‘Kidnapped’: Where is Elizabeth Smart now?
Kidnapped: Elizabeth Smart is a gripping new Netflix documentary that recounts one of the most widely covered missing-persons cases that America has seen.
Told through Elizabeth’s own words, Kidnapped takes viewers back to the terrifying night of June 5th, 2002, when 14-year-old Smart was abducted from her bedroom in Salt Lake City, Utah. She was reportedly taken away at knifepoint, and her sister, Mary Katherine, witnessed in shock. When law enforcement investigated her family members, they found nothing shady.

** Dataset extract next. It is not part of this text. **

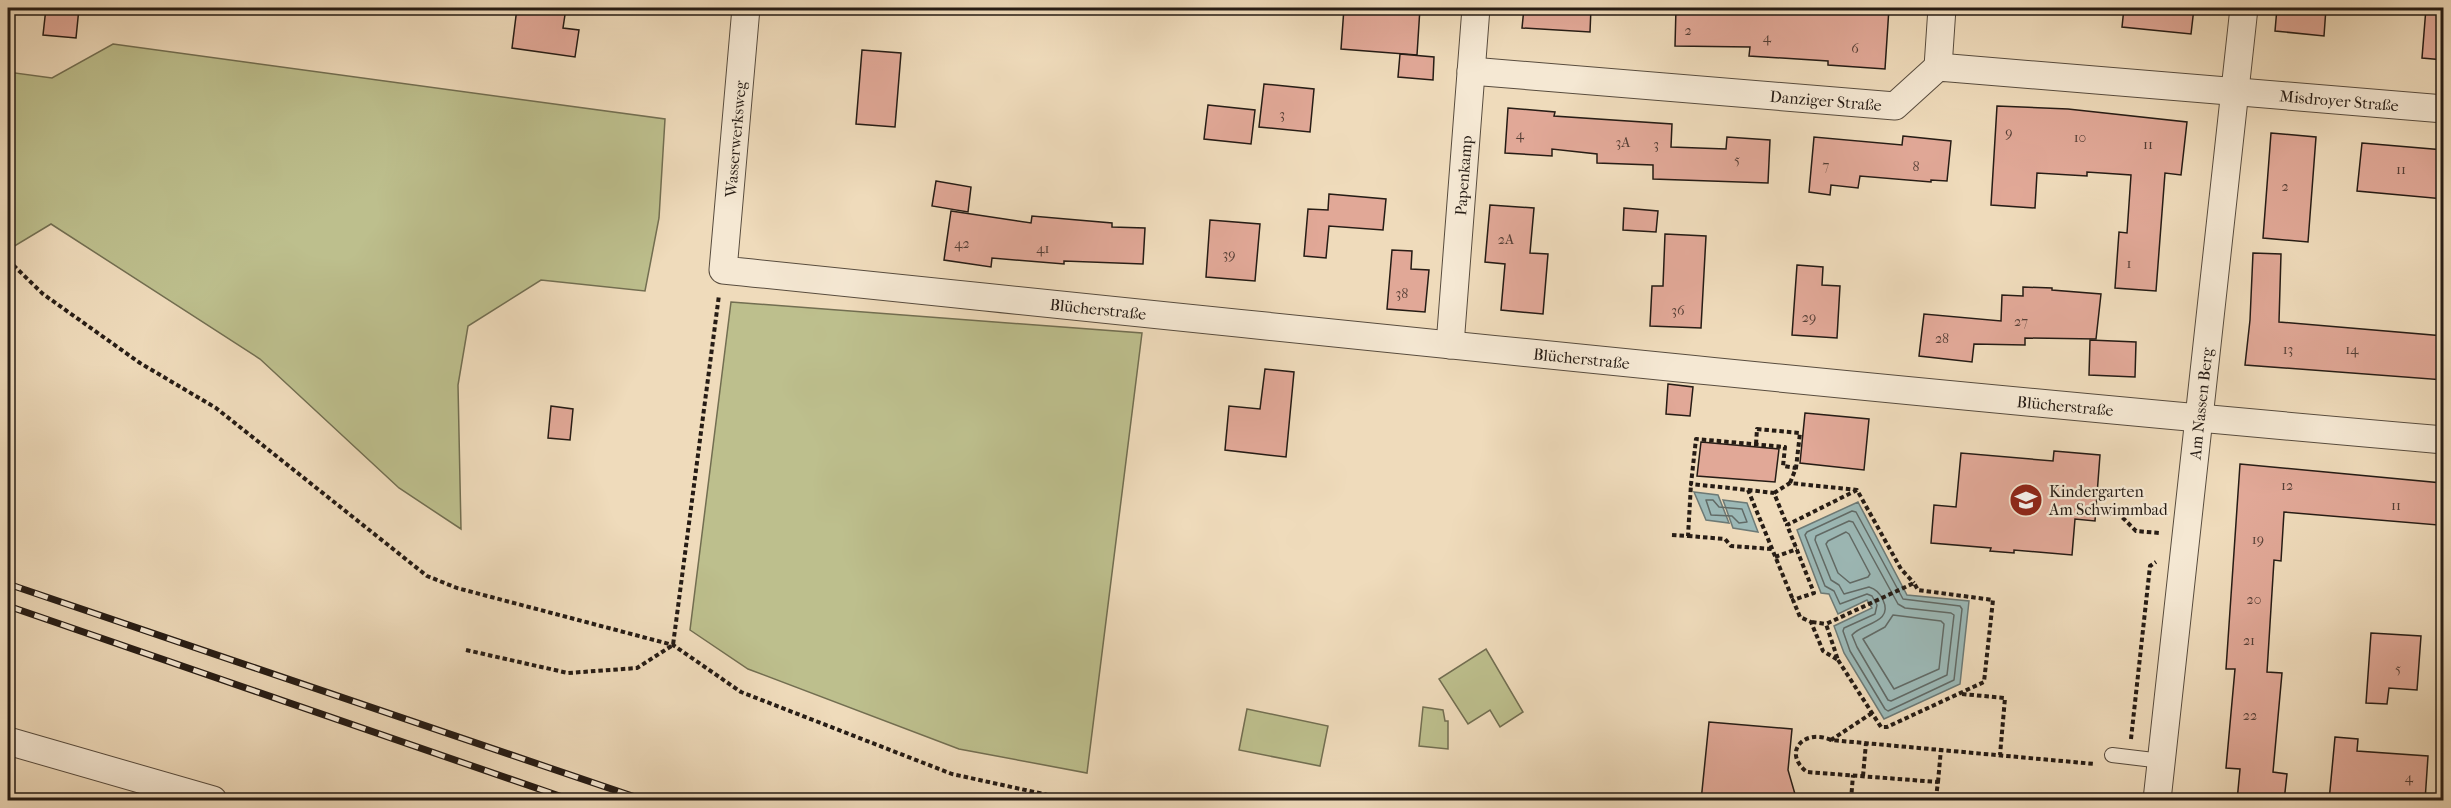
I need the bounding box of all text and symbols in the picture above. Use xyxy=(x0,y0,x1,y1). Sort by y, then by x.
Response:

But thanks to Mary thinking on her toes, a crucial detail was finally discovered. She remembered the kidnapper was someone called “Emmanuel,” a street preacher who previously worked in their home, later identified as Brian David Mitchell. Despite the breakthrough, authorities delayed releasing a sketch of the subject. Throughout this time, Elizabeth was held captive by Mitchell and his wife, Wanda Barzee, in a remote mountain camp, where she endured sexual assault over the months.
By the fall of 2002, the captors relocated her to a camp outside San Diego, and the rescue never felt so impossible. Elizabeth was gradually confronted with a critical choice, which altered the course of events for her. But where is she now?
Where is Elizabeth Smart now?
Elizabeth Smart, the subject of Netflix’s latest true crime documentary, Kidnapped, revisit the terrible kidnapping that left a permanent scar. Smart not only decided to open up about it 24 years later but also detailed what’s happened since the trial and what her life looks like now in an interview on Netflix’s Skip Intro podcast.
In 2012, Smart tied the knot with Matthew Gilmour, a Scottish native whom she met during a mission trip to Paris. “Because he didn’t know anything [about] my past, he wasn’t afraid to tell me what he really thought. I appreciate that I’m not my past [with him]. I am just who I am right now, right here in the moment,” she told Skip Intro’s host Krista Smith.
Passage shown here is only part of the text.